I came from a previous company where, although I had not had it explicitly in my job title, I had been working at a senior level, including an informal but frequent role as Deputy Team Lead.
I was ready for the real thing!
So, 6 months on, here are the top 6 things I have personally learnt after becoming a Team Lead.
1) More meetings, less dev time is unavoidable
Despite the fact I was assured I would still be doing a majority of development work, this soon stopped as other responsibilities ramped up. Especially during periods when we were hiring, and I had to spend hours looking over CVs and sitting in interviews.
It fluctuated, but I'd say overall my hands-on dev time has gone to 50% or less.
2) Line management takes a lot of time and effort
Line management isn't just about accepting holiday requests or answering the odd question - it's usually a whole lot more. In my company we do fortnightly one-to-one meetings. With a team of 5 people, that was suddenly a lot of meetings! And in those, I had to assist with setting SMART objectives and making sure everyone was happy, keeping up with their workload and their objectives.
Also onboarding new starters takes a lot of time too - I'm not the kind of person who wants to throw people into the deep end with no support, so I take my time to ensure everyone is doing ok.

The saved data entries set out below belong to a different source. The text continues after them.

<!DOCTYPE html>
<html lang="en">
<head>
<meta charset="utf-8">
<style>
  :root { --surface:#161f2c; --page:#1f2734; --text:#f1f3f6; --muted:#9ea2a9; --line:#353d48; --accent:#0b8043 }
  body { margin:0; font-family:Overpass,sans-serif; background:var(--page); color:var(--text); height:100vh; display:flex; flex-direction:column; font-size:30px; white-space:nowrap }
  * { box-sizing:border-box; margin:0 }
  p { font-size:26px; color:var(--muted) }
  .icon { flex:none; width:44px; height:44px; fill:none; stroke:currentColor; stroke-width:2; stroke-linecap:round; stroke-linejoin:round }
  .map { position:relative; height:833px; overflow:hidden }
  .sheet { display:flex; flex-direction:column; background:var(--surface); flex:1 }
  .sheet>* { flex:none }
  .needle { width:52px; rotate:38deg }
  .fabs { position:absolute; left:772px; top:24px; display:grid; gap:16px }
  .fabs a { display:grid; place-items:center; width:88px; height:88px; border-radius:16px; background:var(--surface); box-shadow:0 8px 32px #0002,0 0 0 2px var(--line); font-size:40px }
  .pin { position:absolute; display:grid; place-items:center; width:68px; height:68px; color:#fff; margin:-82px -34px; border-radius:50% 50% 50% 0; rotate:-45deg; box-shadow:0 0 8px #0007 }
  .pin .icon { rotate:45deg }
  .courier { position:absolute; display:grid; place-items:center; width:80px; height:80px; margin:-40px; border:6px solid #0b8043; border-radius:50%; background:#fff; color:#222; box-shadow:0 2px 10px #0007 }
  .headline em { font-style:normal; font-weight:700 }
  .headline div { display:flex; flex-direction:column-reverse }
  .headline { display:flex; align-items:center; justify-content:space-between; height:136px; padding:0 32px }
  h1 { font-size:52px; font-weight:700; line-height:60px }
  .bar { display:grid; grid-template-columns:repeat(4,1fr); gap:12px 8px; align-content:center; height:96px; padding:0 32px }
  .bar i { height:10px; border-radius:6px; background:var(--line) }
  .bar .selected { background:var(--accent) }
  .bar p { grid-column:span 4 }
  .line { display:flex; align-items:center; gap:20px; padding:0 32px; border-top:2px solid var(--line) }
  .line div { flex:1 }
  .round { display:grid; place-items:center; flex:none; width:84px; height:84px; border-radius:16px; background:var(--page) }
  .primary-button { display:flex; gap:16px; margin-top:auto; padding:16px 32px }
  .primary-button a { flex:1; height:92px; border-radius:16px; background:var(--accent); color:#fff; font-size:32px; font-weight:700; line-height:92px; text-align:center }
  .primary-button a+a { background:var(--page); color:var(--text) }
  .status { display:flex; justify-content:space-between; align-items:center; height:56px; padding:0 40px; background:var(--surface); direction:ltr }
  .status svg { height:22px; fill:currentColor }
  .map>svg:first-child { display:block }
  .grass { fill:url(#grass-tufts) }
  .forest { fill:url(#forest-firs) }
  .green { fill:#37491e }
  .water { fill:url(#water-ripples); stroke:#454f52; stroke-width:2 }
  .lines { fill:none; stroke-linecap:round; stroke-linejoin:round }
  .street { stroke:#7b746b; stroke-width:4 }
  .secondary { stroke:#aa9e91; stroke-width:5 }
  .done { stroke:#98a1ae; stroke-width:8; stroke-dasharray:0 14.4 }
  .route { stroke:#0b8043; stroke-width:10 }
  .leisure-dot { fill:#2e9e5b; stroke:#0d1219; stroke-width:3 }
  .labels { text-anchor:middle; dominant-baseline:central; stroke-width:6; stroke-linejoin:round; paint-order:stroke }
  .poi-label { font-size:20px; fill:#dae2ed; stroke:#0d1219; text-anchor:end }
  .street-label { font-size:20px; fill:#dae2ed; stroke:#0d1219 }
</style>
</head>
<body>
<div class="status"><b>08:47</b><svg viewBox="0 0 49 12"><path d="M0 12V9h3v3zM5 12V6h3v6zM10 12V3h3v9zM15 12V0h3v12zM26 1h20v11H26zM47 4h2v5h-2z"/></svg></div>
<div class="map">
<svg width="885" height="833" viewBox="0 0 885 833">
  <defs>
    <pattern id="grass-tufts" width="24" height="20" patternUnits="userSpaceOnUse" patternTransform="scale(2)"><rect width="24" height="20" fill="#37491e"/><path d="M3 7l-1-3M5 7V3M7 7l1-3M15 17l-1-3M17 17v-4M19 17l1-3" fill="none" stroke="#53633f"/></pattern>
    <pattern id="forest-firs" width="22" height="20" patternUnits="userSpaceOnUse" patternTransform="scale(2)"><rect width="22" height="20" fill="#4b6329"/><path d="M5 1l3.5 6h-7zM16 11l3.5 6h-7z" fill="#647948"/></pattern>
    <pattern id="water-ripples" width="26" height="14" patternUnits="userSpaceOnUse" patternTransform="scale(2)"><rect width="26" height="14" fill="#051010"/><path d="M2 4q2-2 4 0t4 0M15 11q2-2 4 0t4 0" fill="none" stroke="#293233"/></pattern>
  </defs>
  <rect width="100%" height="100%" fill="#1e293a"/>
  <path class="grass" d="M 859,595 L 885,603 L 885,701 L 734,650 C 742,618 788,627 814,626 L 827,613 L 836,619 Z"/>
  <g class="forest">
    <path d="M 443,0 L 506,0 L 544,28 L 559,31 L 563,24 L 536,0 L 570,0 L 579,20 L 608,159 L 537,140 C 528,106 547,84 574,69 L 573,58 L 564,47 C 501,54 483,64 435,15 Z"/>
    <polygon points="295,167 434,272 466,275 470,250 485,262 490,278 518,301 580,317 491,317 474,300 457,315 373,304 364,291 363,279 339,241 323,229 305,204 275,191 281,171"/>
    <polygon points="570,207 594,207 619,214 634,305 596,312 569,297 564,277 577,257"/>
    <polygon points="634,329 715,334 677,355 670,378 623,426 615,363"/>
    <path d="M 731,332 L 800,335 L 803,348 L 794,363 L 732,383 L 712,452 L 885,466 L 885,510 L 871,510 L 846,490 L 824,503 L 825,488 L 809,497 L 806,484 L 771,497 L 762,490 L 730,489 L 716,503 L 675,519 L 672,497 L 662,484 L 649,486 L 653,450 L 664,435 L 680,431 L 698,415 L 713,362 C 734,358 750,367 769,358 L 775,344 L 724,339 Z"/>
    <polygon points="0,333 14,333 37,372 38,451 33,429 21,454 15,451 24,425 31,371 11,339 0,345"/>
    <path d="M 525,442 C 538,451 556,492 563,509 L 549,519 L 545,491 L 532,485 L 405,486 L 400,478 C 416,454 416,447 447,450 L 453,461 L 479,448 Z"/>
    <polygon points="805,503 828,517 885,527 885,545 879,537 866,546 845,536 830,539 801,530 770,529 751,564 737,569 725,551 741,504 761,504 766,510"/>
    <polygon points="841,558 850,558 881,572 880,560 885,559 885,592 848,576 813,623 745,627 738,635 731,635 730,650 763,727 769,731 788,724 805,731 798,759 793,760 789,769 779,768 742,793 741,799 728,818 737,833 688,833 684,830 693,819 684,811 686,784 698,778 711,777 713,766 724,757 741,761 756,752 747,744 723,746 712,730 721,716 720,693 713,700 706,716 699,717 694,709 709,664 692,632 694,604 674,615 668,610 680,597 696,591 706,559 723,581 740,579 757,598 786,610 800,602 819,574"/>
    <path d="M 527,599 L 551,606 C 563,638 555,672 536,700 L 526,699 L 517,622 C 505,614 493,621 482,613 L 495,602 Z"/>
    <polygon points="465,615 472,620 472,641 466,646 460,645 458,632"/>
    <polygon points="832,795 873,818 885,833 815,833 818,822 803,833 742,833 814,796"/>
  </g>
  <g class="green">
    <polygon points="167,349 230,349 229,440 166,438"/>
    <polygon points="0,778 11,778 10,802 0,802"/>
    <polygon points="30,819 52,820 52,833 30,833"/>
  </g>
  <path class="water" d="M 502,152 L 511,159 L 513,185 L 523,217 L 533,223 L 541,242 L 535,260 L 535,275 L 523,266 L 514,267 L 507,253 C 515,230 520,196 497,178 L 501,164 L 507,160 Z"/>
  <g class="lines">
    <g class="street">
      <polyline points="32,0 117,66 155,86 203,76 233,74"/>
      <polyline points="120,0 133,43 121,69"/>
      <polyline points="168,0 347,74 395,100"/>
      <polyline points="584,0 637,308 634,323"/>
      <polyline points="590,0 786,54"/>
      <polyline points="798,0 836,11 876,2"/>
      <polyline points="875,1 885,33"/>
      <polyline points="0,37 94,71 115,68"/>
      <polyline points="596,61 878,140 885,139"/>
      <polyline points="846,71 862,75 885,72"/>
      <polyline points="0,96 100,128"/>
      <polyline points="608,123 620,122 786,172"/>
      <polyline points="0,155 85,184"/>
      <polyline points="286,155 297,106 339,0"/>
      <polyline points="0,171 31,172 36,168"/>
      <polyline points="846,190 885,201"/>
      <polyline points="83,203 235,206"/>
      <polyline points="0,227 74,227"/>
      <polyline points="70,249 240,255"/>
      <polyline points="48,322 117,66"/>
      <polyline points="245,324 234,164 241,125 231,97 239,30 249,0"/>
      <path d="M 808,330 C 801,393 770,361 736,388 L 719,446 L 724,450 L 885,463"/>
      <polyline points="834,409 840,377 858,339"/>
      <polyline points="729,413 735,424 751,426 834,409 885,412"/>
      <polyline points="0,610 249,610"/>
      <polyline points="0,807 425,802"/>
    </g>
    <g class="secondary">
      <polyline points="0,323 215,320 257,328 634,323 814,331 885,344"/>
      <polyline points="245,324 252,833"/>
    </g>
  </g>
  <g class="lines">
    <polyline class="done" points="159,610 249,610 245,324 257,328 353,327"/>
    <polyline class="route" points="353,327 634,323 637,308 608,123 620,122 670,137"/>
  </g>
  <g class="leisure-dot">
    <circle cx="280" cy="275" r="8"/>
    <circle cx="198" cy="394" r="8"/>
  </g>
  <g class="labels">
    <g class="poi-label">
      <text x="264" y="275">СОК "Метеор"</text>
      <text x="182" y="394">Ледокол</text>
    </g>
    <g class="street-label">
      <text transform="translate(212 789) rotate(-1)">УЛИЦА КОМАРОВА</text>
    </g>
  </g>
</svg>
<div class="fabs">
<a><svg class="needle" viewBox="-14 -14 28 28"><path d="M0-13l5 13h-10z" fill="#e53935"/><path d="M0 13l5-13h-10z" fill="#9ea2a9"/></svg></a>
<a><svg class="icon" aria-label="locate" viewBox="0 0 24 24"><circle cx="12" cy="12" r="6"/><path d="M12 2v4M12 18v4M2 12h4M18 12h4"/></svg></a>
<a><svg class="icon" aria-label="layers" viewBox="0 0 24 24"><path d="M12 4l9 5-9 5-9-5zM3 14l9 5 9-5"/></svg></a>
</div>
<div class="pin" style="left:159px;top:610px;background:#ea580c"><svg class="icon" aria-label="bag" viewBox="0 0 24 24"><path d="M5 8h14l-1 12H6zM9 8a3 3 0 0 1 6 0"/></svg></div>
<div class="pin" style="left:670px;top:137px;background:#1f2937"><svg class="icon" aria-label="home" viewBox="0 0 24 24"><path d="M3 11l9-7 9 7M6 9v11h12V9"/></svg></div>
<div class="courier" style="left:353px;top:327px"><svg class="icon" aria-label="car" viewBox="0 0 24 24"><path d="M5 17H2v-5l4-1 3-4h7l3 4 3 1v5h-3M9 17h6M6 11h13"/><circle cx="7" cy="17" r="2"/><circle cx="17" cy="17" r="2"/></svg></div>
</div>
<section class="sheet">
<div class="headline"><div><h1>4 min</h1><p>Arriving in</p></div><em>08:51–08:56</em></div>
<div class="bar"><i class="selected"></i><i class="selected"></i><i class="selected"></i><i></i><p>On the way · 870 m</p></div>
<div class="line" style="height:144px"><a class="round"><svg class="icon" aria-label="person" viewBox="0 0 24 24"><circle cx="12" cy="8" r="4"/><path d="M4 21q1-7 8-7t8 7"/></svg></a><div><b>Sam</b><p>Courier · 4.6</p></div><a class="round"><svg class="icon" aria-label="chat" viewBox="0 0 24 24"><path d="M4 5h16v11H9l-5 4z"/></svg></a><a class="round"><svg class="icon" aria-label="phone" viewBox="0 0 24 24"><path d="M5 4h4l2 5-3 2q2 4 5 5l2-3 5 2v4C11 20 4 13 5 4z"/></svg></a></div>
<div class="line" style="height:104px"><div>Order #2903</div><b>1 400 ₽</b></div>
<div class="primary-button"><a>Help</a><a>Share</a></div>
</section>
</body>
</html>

3) Not everyone will instantly recognise your leadership straight away
In fact, some people still don't seem to! It is one thing to receive a promotion, but another to earn the respect of those around you. Especially when you are relatively new to the company, and they may have been around for a while, so you likely don't know the processes and the product so well.
Add on top the fact that I am fairly young to be in this position, plus female, I feel I have had to work hard to prove that I'm suitable and capable to be leading the team.

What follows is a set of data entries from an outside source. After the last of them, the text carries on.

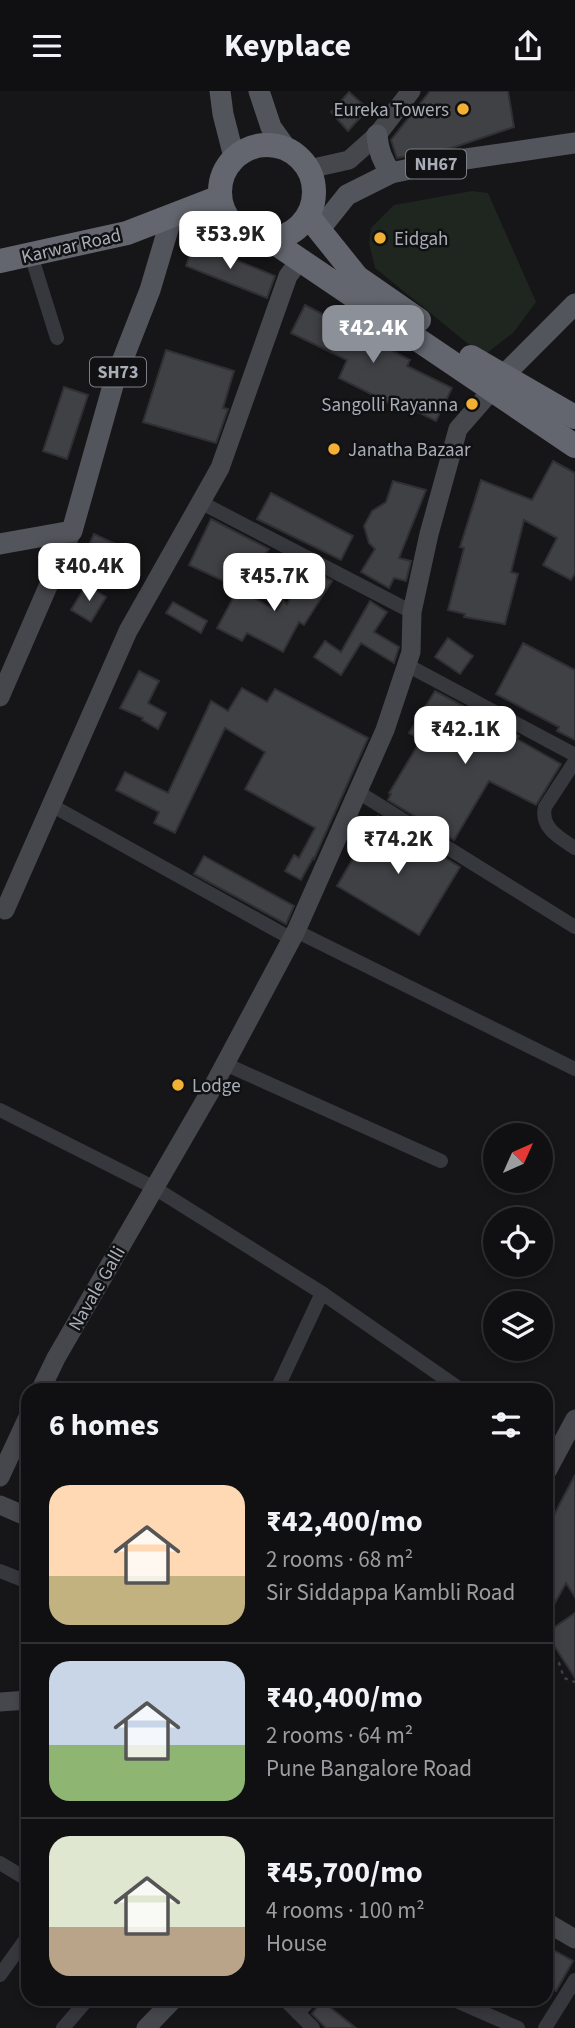 <!DOCTYPE html>
<meta charset="utf-8">
<style>
:root{--surface:#101012;--page:#19191b;--text:#f1f3f6;--muted:#9c9d9f;--line:#303032;--accent:#8c9099}
body{margin:0;font-family:"Source Sans 3",sans-serif;background:var(--page);color:var(--text);height:100vh;display:flex;flex-direction:column;font-size:26px;white-space:nowrap}
*{box-sizing:border-box;margin:0}
p{font-size:23px;color:var(--muted)}
.icon{flex:none;width:38px;height:38px;fill:none;stroke:currentColor;stroke-width:2;stroke-linecap:round;stroke-linejoin:round}
.map{position:relative;flex:1;overflow:hidden}
.sheet{position:absolute;left:21px;top:1292px;width:532px;height:623px;display:flex;flex-direction:column;background:var(--surface);border-radius:21px;box-shadow:0 4px 10px #0003,0 0 0 2px var(--line)}
.sheet>*{flex:none}
.needle{width:46px;rotate:45deg}
.tools{position:absolute;left:483px;top:1032px;display:grid;gap:14px}
.tools a{display:grid;place-items:center;width:70px;height:70px;border-radius:50%;background:var(--surface);box-shadow:0 4px 10px #0003,0 0 0 2px var(--line);font-size:35px}
.price{position:absolute;translate:-50% -60px;padding:0 16px;border-radius:14px;background:#fff;color:#222;font-size:23px;line-height:46px;filter:drop-shadow(0 2px 4px #0008)}
.price::after{content:'';position:absolute;left:50%;top:42px;width:21px;height:16px;margin-left:-10px;background:inherit;clip-path:polygon(0 0,100% 0,50% 100%)}
.price.selected{background:var(--accent);color:#fff}
ul{padding:0;list-style:none}
li{display:flex;align-items:center;gap:21px;height:175px;padding:0 28px}
li+li{border-top:2px solid var(--line)}
li span{display:grid;place-items:center;flex:none;width:196px;height:140px;border-radius:21px;color:#555}
li>.icon{margin-inline-start:auto}
span .icon{width:84px;height:84px;fill:#fffc;stroke-width:1}
li b{font-size:30px}
h2{display:flex;justify-content:space-between;align-items:center;height:84px;padding:0 28px;font-size:30px}
header{display:flex;justify-content:space-between;align-items:center;height:91px;padding:0 28px;background:var(--surface);font-size:32px;font-weight:700}
.map>svg:first-child{display:block}
.green{fill:#1e261f}
.building{fill:#404145;stroke:#303034;stroke-width:2}
.lines{fill:none;stroke-linecap:round;stroke-linejoin:round}
.path{stroke:#3d3f44;stroke-width:2.5;stroke-dasharray:3.5 5;stroke-linecap:butt}
.street{stroke:#37383d;stroke-width:14}
.secondary{stroke:#45474d;stroke-width:19}
.primary{stroke:#53555c;stroke-width:21}
.highway{stroke:#63666e;stroke-width:24}
.poi-dot{fill:#f2b134;stroke:#111113;stroke-width:2.5}
.labels{text-anchor:middle;stroke-width:5;stroke-linejoin:round;paint-order:stroke}
.shield{fill:#111113;stroke:#7b7e86;stroke-width:2}
.shield-label{font-size:18px;font-weight:bold;fill:#a8adb8}
.poi-label{font-size:19px;fill:#a8adb8;stroke:#111113;text-anchor:start}
.street-label{font-size:19px;fill:#a8adb8;stroke:#111113}
</style>
<header><svg class="icon" aria-label="menu" viewBox="0 0 24 24"><path d="M4 6h16M4 12h16M4 18h16"/></svg>Keyplace<svg class="icon" aria-label="share" viewBox="0 0 24 24"><path d="M12 15V3M7 8l5-5 5 5M5 13v7h14v-7"/></svg></header>
<div class="map">
<svg width="575" height="1937" viewBox="0 0 575 1937">
<rect width="100%" height="100%" fill="#161618"/>
<path class="green" d="M472 100 488 102 536 211 513 242 483 265 375 177 369 152 371 137 394 114Z"/>
<g class="building">
<path d="M430 0H508L514 36 452 57 397 67 391 49Z"/>
<path d="M349 1 368 18 348 40 331 21Z"/>
<path d="M194 152 275 185 267 207 186 175Z"/>
<path d="M305 214 410 269 407 275 452 297 436 330 391 308 389 312 339 287 347 269 291 242Z"/>
<path d="M166 259 234 280 223 317 228 318 216 352 143 331Z"/>
<path d="M64 296 88 304 67 368 43 360Z"/>
<path d="M553 370 575 382V482L571 489 543 474 557 447 524 429 511 481 518 483 505 533 464 526 465 523 448 519 464 457 460 456 481 389 532 409Z"/>
<path d="M393 390 426 399 399 467 411 470 406 490 394 487 389 497 361 481 375 458 369 452 364 435 372 420 386 411Z"/>
<path d="M271 402 353 445 341 469 257 428Z"/>
<path d="M211 428 269 458 239 497 189 474Z"/>
<path d="M94 443 122 456 114 475 85 462Z"/>
<path d="M309 478 332 490 304 534 299 531 283 561 247 542 242 550 217 537 238 498 277 520 283 510 287 513Z"/>
<path d="M86 494 106 506 91 531 71 519Z"/>
<path d="M370 510 387 521 374 541 399 556 394 572 361 552 341 584 314 566 325 550 341 561Z"/>
<path d="M173 511 207 530 201 542 166 522Z"/>
<path d="M448 547 473 565 460 583 435 566Z"/>
<path d="M523 552 575 579V649L557 640 559 636 496 603Z"/>
<path d="M139 580 159 590 148 612 166 622 158 638 142 629 143 627 120 617Z"/>
<path d="M242 597 267 611 275 598 368 647 314 768 313 767 301 789 285 780 294 764 299 767 315 737 245 698 265 661 225 637 175 742 154 732 159 721 116 699 125 681 168 702 211 610 228 620Z"/>
<path d="M435 600 519 645 517 648 561 673 536 714 489 690 454 749 388 709 391 703 389 702 421 649 409 642Z"/>
<path d="M378 725 460 776 419 844 337 795Z"/>
<path d="M204 765 294 815 286 833 194 783Z"/>
<path d="M575 1384V1506L566 1492 546 1528V1439Z"/>
<path d="M575 1522V1587L546 1542Z"/>
<path d="M546 1855 573 1870 556 1900 546 1894Z"/>
<path d="M322 1910 356 1937H326L312 1923Z"/>
</g>
<g class="lines">
<path class="path" d="M546 1560 559 1572 564 1587 575 1591"/>
<g class="street">
<path d="M31 164 57 247"/>
<path d="M202 412 412 521"/>
<path d="M407 574 575 664"/>
<path d="M575 670 545 716C540 737 560 747 575 757"/>
<path d="M358 701 575 836"/>
<path d="M51 714 292 848"/>
<path d="M296 840 575 978"/>
<path d="M225 973 441 1070"/>
<path d="M0 1019 153 1096 322 1202 460 1298"/>
<path d="M277 1298 322 1202"/>
<path d="M0 1480 28 1491"/>
<path d="M0 1772 28 1789"/>
<path d="M0 1884 28 1845"/>
<path d="M284 1908 313 1937"/>
<path d="M452 1908 518 1937"/>
<path d="M298 1922 311 1908"/>
<path d="M63 1937 88 1908"/>
<path d="M545 1937 575 1889"/>
</g>
<g class="secondary">
<path d="M309 78 349 69 377 44 411 0"/>
<path d="M0 606 72 440"/>
<path d="M5 819 128 540 220 377 288 185 300 169"/>
<path d="M41 1298 56 1267 210 1001 296 840 385 639 411 561 412 521 429 443 458 338 492 299"/>
<path d="M546 1382 575 1328"/>
<path d="M0 1386 28 1326"/>
<path d="M0 1414 28 1426"/>
<path d="M0 1611 28 1609"/>
<path d="M546 1831 575 1848"/>
<path d="M146 1937 174 1908"/>
</g>
<g class="primary">
<path d="M220 0 223 23 234 66"/>
<path d="M259 0 271 36 286 57"/>
<path d="M377 44C378 59 382 70 391 82"/>
<path d="M319 139 347 104 391 82 438 72 575 52"/>
<path d="M503 285 575 213"/>
<path d="M0 453 72 440 114 291 150 199 172 125"/>
</g>
<g class="highway">
<circle cx="267" cy="101" r="47"/>
<path d="M308 125 357 186 419 229"/>
<path d="M269 148 575 355"/>
<path d="M0 170 127 142 220 106"/>
<path d="M471 266 575 326"/>
</g>
</g>
<g class="poi-dot">
<circle cx="463" cy="18" r="7"/>
<circle cx="380" cy="147" r="7"/>
<circle cx="472" cy="313" r="7"/>
<circle cx="334" cy="358" r="7"/>
<circle cx="178" cy="994" r="7"/>
</g>
<g class="labels">
<g class="shield">
<rect x="406" y="58.5" width="60" height="29" rx="5"/>
<rect x="90" y="266.5" width="56" height="29" rx="5"/>
</g>
<g class="shield-label">
<text x="436" y="79">NH67</text>
<text x="118" y="287">SH73</text>
</g>
<g class="poi-label">
<text x="449" y="25" text-anchor="end">Eureka Towers</text>
<text x="394" y="154">Eidgah</text>
<text x="458" y="320" text-anchor="end">Sangolli Rayanna</text>
<text x="348" y="365">Janatha Bazaar</text>
<text x="192" y="1001">Lodge</text>
</g>
<g class="street-label">
<text transform="translate(71 154) rotate(-13)" y="7">Karwar Road</text>
<text transform="translate(96 1197) rotate(-60)" y="7">Navale Galli</text>
</g>
</g>
</svg>
<div class="tools">
<a><svg class="needle" viewBox="-14 -14 28 28"><path d="M0-13l5 13h-10z" fill="#e53935"/><path d="M0 13l5-13h-10z" fill="#9c9d9f"/></svg></a>
<a><svg class="icon" aria-label="locate" viewBox="0 0 24 24"><circle cx="12" cy="12" r="6"/><path d="M12 2v4M12 18v4M2 12h4M18 12h4"/></svg></a>
<a><svg class="icon" aria-label="layers" viewBox="0 0 24 24"><path d="M12 4l9 5-9 5-9-5zM3 14l9 5 9-5"/></svg></a>
</div>
<b class="price" style="left:230px;top:180px">₹53.9K</b>
<b class="price selected" style="left:373px;top:274px">₹42.4K</b>
<b class="price" style="left:89px;top:512px">₹40.4K</b>
<b class="price" style="left:274px;top:522px">₹45.7K</b>
<b class="price" style="left:465px;top:675px">₹42.1K</b>
<b class="price" style="left:398px;top:785px">₹74.2K</b>
<section class="sheet">
<h2>6 homes<svg class="icon" aria-label="filters" viewBox="0 0 24 24"><path d="M4 7h16M4 17h16"/><circle cx="9" cy="7" r="2"/><circle cx="15" cy="17" r="2"/></svg></h2>
<ul>
<li><span style="background:linear-gradient(#ffd9b3 65%,#c2b280 0)"><svg class="icon" aria-label="home" viewBox="0 0 24 24"><path d="M3 11l9-7 9 7M6 9v11h12V9"/></svg></span><div><b>₹42,400/mo</b><p>2 rooms · 68 m²</p><p>Sir Siddappa Kambli Road</p></div></li>
<li><span style="background:linear-gradient(#c9d6e8 60%,#8fb573 0)"><svg class="icon" aria-label="home" viewBox="0 0 24 24"><path d="M3 11l9-7 9 7M6 9v11h12V9"/></svg></span><div><b>₹40,400/mo</b><p>2 rooms · 64 m²</p><p>Pune Bangalore Road</p></div></li>
<li><span style="background:linear-gradient(#dfe7d0 65%,#b9a48a 0)"><svg class="icon" aria-label="home" viewBox="0 0 24 24"><path d="M3 11l9-7 9 7M6 9v11h12V9"/></svg></span><div><b>₹45,700/mo</b><p>4 rooms · 100 m²</p><p>House</p></div></li>
</ul>
</section>
</div>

4) You're not there to be the best in the team
This one is so important, but is a bit of a flip from being in a senior role. Before, I was looked to as a technical expert and have opinions on design and implementation. I enjoyed the process of debating solutions with other developers. However, now in a lead role, I instead have to recognise the strengths of my team members and foster an environment which allows and encourages the team to input. Otherwise face the unsavoury label of "micromanaging" or "dictating"!
That's not to say you can't have opinions or be an expert - but you shouldn't force everyone to do things your way just because you're in charge.
5) Not everyone wants to be "managed"
Some people don't want a manager, some people don't want to be coached or mentored. You simply can't force them along the process. And that's ok.
However if they are actively resisting you, or being disrespectful, that's not ok. It should be a process of mutual respect.
6) I really hate confrontation
In the times when things have been difficult, I've had to really summon up the courage to confront people and own the situation. It's something I will have to continue to work at, as it doesn't come so naturally to me!
Confrontation doesn't (and shouldn't) mean anything aggressive or argumentative - but if you're the manager, you can't avoid it if someone is underperforming, or being rude, or causing an issue in some way. It's your responsibility as the team lead to ensure that conflicts are dealt with.
However, it really sucks sometimes! I want a great working relationship with people who I work with and the environment to be friendly and fun. As a manager though, you just can't always truly be liked by everyone.